The Prozess Manifestations

I’ll be returning to Brian Stableford’s Sexual Chemistry shortly, but the usual method of operation at this blog is that the “literary reconnaissances” are posted in the order of observation, and I finished this book before Stableford’s.

As a reminder, posts marked “essay” contain extensive spoilers.

Essay: The Prozess Manifestations, Mark Samuels, 2019.

Samuels is not generally a weird fiction writer associated with a “mythos”. However, if you read enough Samuels, you realize some of his work is a constellation of stories around his fictional Victorian writer Lilith Blake and the area around London’s Highgate Cemetery.

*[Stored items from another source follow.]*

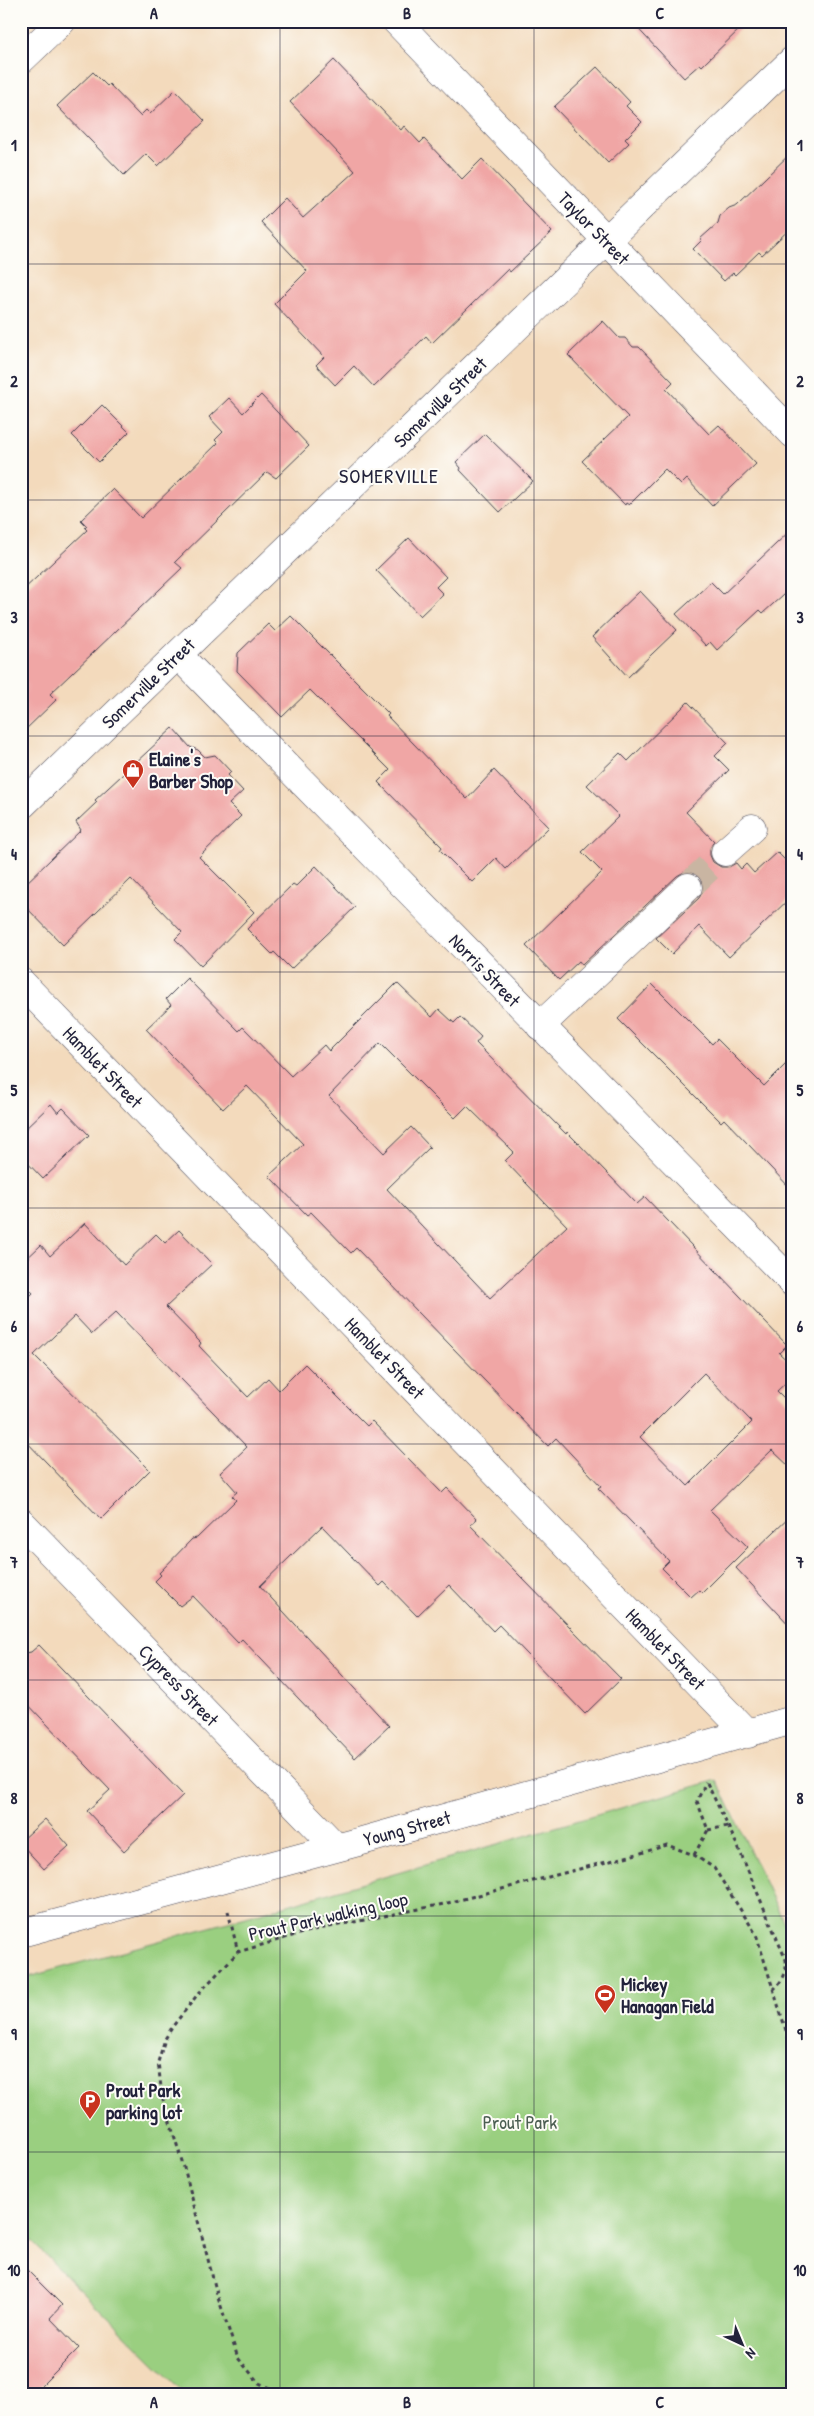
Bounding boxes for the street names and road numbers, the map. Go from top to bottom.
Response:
street label: Taylor Street [552,186,636,271]
street label: Somerville Street [388,351,493,453]
street label: Somerville Street [96,632,201,734]
street label: Norris Street [443,928,527,1013]
street label: Hamblet Street [57,1020,149,1114]
street label: Hamblet Street [339,1311,431,1405]
street label: Hamblet Street [620,1602,712,1696]
street label: Cypress Street [133,1638,225,1732]
street label: Young Street [361,1804,454,1852]
street label: Prout Park walking loop [246,1885,410,1947]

And then there’s the series of stories in this book, most referencing a Doctor Prozess. But it’s not a mythos linked by plot or place or a chronology. Rather Prozess, as we’ll see, is more a symbol, and avatar of deeper forces and drives in our lives.

I’ll be looking at the stories in order, and some I’ve looked at before.

Decay“ has a setup reminiscent of an early William Gibson cyberpunk story since its protagonist, Carlos Diaz, is hired by the grotesquely fat Hermes X (a name suggestive of a seeker of magical secrets) to spy on one Cornelius Parry. Parry is a former researcher in artificial intelligence (I suspect the name “Parry” is an allusion to an early artificial intelligence program that simulated the personality of a paranoid schizophrenic) whose researches seem to have continued and yielded fruit.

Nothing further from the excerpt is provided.